By February 27, 2015Published:
- 24 squares
- 1 hr 15 mins
- 1 3/4 cups flour
- 1/4 cup cornstarch
- 3/4 teaspoon salt
- 2/3 cup Confectioner's Sugar
- 12 tablespoons unsalted non-dairy margarine
- 4 large eggs
- 3 tablespoons flour
- 1 1/3 cups sugar
- 4 large lemons
- 1/3 cup water/soymilk/coconut milk
- pinch salt
- 13x9x2 glass baking dish lined with baking parchement large enough to hang over the sides
- electric food processor steel knife inserted
- medium mixing bowl
- cooling rack
- Crust: Preheat oven to 350° F. Pour flour, cornstarch, salt and confectioners sugar into bowl of processor. Pulse three or four seconds. Cut margarine into pieces and add to processor. Pulse ten to twelve seconds or until mixture resembles coarse cornmeal. Scrape mixture into lined baking dish and press down firmly with your fingers to form an even layer of dough that rises about one-half inch around the sides of the pan. Refrigerate 30 minutes and then bake crust about 20 minutes or until it begins to look golden brown. Remove from oven. Reduce oven temp to 325° F.
- Filling: Grate two lemons into a mixing bowl. Juice these two lemons. Strain. Juice remaining lemons until you have 2/3 cup strained juice. Set juice aside. Add eggs, sugar, and flour to lemon zest in mixing bowl. Whisk until all the ingredients are smooth. Add lemon juice, salt and water/soymilk/coconut milk and mix thoroughly. (I use the coconut milk)

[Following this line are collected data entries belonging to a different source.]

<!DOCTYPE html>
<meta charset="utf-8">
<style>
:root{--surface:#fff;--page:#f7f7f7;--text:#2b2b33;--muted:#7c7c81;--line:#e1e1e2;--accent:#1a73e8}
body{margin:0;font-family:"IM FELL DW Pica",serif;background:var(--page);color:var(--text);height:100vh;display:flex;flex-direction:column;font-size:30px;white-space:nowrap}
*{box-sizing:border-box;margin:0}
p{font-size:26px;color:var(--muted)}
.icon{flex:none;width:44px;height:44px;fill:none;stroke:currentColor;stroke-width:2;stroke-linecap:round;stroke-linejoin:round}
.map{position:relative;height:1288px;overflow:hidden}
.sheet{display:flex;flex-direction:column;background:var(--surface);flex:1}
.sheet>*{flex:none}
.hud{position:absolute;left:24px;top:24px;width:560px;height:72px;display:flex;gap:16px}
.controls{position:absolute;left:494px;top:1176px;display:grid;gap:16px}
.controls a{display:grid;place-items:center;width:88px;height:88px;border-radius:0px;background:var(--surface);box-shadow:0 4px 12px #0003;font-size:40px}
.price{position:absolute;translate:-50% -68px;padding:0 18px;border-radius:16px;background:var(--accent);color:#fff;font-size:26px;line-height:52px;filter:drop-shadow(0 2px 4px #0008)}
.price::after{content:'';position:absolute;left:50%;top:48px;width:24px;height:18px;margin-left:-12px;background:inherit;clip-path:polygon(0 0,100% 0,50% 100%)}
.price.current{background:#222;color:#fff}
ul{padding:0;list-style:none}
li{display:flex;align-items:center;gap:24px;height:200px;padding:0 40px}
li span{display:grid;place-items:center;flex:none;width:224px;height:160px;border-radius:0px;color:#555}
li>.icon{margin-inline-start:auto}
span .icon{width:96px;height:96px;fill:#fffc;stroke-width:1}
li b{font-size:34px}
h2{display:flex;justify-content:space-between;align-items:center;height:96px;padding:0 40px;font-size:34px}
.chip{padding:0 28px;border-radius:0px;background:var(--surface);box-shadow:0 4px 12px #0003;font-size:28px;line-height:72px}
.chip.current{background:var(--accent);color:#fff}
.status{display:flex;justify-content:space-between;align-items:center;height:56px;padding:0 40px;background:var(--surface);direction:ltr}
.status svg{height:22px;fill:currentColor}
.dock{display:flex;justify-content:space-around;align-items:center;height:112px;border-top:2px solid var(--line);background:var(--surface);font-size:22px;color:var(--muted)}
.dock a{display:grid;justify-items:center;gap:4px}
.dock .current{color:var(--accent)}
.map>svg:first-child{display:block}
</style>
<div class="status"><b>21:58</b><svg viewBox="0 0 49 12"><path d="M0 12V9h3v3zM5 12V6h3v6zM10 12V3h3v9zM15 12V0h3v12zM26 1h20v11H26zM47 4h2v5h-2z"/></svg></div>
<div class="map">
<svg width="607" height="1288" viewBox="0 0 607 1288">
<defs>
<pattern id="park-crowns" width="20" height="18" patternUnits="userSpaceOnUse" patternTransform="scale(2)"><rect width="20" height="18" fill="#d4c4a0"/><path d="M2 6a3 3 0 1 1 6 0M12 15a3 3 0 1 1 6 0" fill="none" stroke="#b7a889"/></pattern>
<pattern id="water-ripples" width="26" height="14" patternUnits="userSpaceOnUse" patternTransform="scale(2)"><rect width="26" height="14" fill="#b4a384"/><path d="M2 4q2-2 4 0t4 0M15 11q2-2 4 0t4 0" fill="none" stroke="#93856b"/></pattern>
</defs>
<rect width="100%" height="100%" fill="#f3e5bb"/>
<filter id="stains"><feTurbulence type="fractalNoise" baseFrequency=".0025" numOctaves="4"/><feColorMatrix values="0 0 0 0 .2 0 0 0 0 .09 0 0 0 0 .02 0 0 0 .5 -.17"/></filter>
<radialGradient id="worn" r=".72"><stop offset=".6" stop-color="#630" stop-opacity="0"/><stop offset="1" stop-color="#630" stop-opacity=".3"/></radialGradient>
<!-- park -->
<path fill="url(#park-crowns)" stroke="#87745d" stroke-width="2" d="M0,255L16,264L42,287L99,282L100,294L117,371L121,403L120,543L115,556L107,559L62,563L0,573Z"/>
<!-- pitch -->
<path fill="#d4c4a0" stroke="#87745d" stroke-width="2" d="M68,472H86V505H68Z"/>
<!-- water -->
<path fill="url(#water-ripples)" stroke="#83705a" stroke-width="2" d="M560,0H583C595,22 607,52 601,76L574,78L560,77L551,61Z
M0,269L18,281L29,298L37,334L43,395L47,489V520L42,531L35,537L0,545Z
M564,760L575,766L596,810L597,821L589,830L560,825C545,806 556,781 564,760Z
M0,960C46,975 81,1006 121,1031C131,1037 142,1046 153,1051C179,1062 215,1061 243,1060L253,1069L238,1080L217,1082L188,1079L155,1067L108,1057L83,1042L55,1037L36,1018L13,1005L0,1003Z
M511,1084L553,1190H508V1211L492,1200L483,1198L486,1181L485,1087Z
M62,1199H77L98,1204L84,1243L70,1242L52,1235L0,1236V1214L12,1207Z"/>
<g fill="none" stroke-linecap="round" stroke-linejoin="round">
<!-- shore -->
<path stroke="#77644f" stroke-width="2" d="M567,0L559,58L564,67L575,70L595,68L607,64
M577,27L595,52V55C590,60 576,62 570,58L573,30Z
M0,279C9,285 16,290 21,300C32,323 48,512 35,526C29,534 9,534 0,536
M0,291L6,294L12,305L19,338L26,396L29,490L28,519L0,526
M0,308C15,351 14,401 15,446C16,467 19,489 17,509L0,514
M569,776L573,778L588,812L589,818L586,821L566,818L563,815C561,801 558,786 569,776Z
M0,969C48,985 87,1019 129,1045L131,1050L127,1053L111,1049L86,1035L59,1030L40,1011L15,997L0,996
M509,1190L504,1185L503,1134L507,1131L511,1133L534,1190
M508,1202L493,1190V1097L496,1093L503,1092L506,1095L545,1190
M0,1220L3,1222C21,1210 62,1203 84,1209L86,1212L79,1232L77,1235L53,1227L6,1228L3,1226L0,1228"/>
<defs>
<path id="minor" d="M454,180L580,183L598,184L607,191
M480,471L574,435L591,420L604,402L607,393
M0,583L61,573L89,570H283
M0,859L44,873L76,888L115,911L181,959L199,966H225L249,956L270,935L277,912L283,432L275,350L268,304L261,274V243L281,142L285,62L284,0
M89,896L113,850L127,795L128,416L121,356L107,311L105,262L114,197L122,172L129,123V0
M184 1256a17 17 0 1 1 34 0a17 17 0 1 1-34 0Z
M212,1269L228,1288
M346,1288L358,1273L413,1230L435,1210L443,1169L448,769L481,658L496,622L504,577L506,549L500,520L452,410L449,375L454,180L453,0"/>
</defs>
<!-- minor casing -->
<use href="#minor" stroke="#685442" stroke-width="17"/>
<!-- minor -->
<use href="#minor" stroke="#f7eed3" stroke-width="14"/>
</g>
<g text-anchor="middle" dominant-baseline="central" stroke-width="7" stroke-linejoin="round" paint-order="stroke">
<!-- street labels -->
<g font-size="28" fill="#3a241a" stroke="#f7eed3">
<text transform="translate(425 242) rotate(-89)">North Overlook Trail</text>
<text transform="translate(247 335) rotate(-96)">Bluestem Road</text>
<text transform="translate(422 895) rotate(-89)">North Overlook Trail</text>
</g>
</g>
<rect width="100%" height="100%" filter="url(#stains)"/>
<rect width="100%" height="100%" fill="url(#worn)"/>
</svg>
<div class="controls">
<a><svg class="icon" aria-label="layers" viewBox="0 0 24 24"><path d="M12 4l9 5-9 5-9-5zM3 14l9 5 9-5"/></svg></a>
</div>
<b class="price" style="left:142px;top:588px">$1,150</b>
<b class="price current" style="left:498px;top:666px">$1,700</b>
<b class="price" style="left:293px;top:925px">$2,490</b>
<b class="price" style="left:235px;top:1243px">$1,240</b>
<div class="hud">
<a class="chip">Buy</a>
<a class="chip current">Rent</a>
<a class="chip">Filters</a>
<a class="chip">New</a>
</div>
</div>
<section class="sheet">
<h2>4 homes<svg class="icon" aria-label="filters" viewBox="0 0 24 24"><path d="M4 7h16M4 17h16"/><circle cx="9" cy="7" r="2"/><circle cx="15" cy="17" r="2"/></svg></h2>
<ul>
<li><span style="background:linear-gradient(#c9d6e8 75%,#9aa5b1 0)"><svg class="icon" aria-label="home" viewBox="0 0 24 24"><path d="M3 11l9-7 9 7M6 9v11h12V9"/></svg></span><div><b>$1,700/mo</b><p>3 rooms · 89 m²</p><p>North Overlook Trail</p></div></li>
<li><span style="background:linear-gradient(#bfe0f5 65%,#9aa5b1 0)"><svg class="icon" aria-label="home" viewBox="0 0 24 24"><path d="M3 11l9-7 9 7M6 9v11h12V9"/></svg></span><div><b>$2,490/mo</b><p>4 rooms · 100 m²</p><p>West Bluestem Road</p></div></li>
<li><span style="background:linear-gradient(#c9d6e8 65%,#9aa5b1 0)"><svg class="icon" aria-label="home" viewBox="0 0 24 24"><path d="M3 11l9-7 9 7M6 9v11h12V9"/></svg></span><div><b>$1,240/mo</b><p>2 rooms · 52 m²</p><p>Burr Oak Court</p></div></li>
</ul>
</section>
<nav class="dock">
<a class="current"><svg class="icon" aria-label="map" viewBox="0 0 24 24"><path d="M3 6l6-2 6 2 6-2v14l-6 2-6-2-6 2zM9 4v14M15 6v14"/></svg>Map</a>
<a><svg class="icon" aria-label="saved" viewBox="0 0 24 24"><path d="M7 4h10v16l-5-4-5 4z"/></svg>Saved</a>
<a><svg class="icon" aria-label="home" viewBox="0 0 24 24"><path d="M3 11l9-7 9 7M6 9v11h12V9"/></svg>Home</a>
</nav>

- Pour filling on to warm crust. Bake about 20 minutes or until filling feels set when touched lightly with your finger tip. Don't worry- you won't burn yourself! Don't over cook the filling or it will taste gummy. Cool Lemon Bars on rack for 30-45 minutes.
- Grip the sides of the parchment and lift Lemon Bars onto a cutting board. Gently, fold the parchment down from all four sides of the crust. Cut into one inch squares with a clean, sharp, smooth knife-not serrated. You may have to clean the knife between cuts to keep your squares looking crisp. Cover Lemon Bars with plastic wrap and refrigerate until needed. Serve for dessert with a platter of fruit and sorbet.